I’ve written about SWMRS before, about who they are and what they mean as a band in the alt rock/punk scene. Uncool Halloween is an annual party thrown by the band born from a love of the holiday and a need to celebrate the freedom of (mostly) Bay Area musicians. But it’s become something more over it’s three years of tradition. People fly in from all over the country to meet best friends and sing their fucking hearts out with the confidence that they are in a place that’s safe enough to to let out your frustration and anger and sadness. In that 1400 person room at the UC Theatre, there was a sense of resounding solidarity from both the fans and musicians that I’ve never felt before.

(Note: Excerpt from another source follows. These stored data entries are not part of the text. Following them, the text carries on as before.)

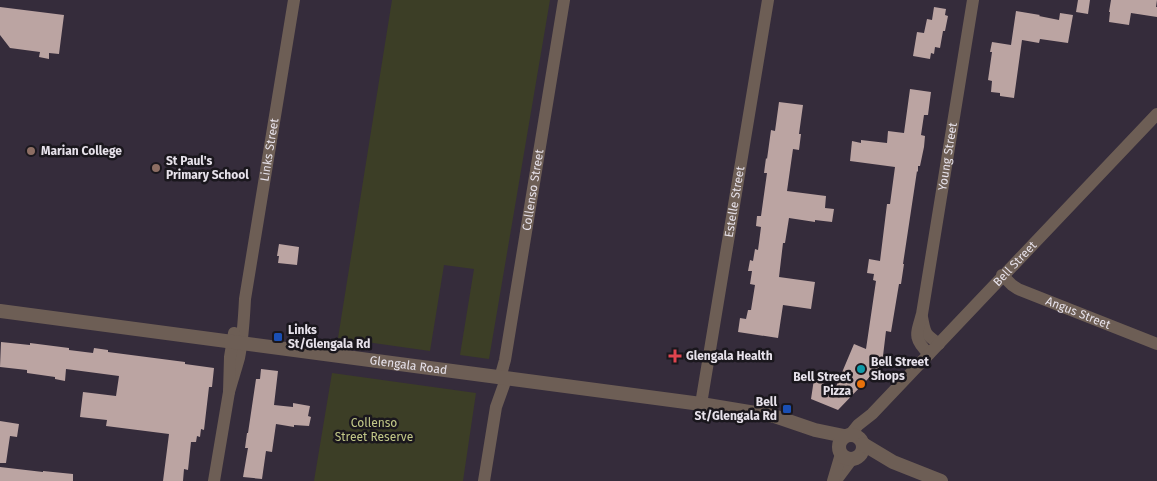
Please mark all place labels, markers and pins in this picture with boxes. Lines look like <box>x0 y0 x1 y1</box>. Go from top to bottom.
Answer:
place label: Marian College <box>41 144 122 158</box>
marker: Marian College <box>25 145 37 157</box>
place label: St Paul's Primary School <box>166 154 249 182</box>
marker: St Paul's Primary School <box>150 162 162 174</box>
place label: Links St/Glengala Rd <box>288 323 370 351</box>
marker: Links St/Glengala Rd <box>272 331 284 343</box>
marker: Glengala Health <box>668 349 682 363</box>
place label: Glengala Health <box>686 349 773 363</box>
place label: Bell Street Shops <box>871 355 929 383</box>
marker: Bell Street Shops <box>855 363 867 375</box>
place label: Bell Street Pizza <box>793 370 851 398</box>
marker: Bell Street Pizza <box>855 378 867 390</box>
place label: Bell St/Glengala Rd <box>695 395 777 423</box>
marker: Bell St/Glengala Rd <box>781 403 793 415</box>

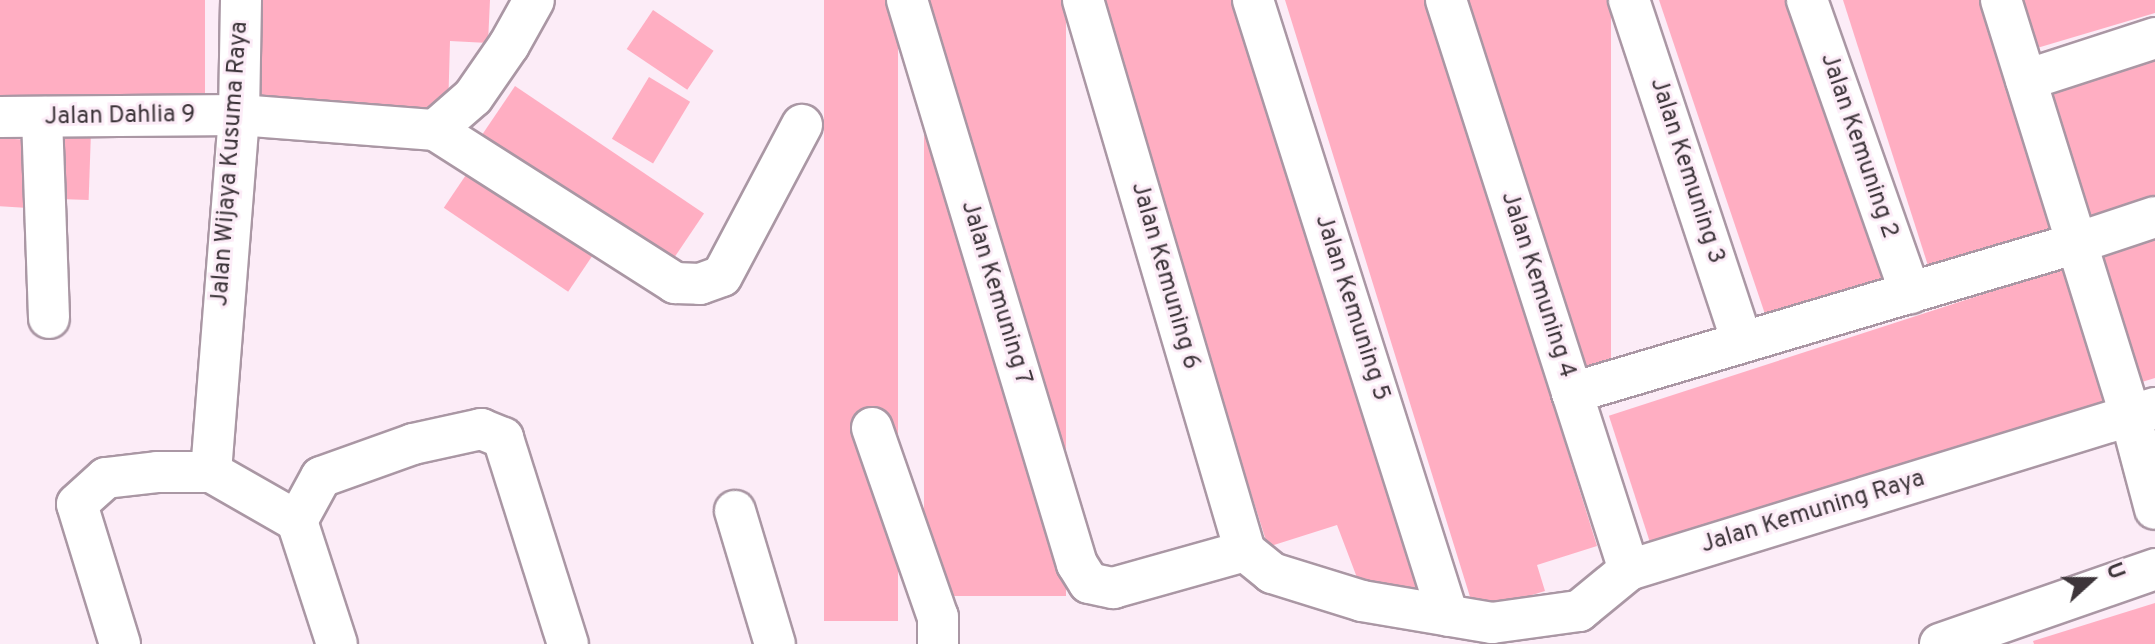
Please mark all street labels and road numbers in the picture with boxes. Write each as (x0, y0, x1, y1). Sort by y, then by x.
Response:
street label: Jalan Wijaya Kusuma Raya (207, 20, 255, 308)
street label: Jalan Kemuning 2 (1813, 50, 1903, 242)
street label: Jalan Kemuning 3 (1642, 74, 1730, 268)
street label: Jalan Dahlia 9 (44, 101, 196, 133)
street label: Jalan Kemuning 6 (1123, 179, 1205, 373)
street label: Jalan Kemuning 4 (1493, 188, 1581, 382)
street label: Jalan Kemuning 7 (953, 197, 1037, 389)
street label: Jalan Kemuning 5 (1307, 211, 1395, 405)
street label: Jalan Kemuning Raya (1698, 465, 1928, 561)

Maybe it’s because I’m from alabama, where it’s impossible to know—even at punk shows— if the people around you harbor shitty ideals. Berkeley itself was a sort of culture shock to me in the best way possible. Seeing every business on University Avenue proudly display signs that stated “Berkeley is united against hate” among their other miscellaneous pride flags, black lives matter signs, and pro-immigrant sentiments was invigorating. Just walking to the venue I saw proudly gay couples holding hands and flyers for paid (PAID!!!!!) jobs that centered around activism in the surrounding areas. And when I saw the line outside the venue I saw people who looked just like me. Kids decked out in costumes, some in groups and some alone, but each one buzzing with excitement for what was to come.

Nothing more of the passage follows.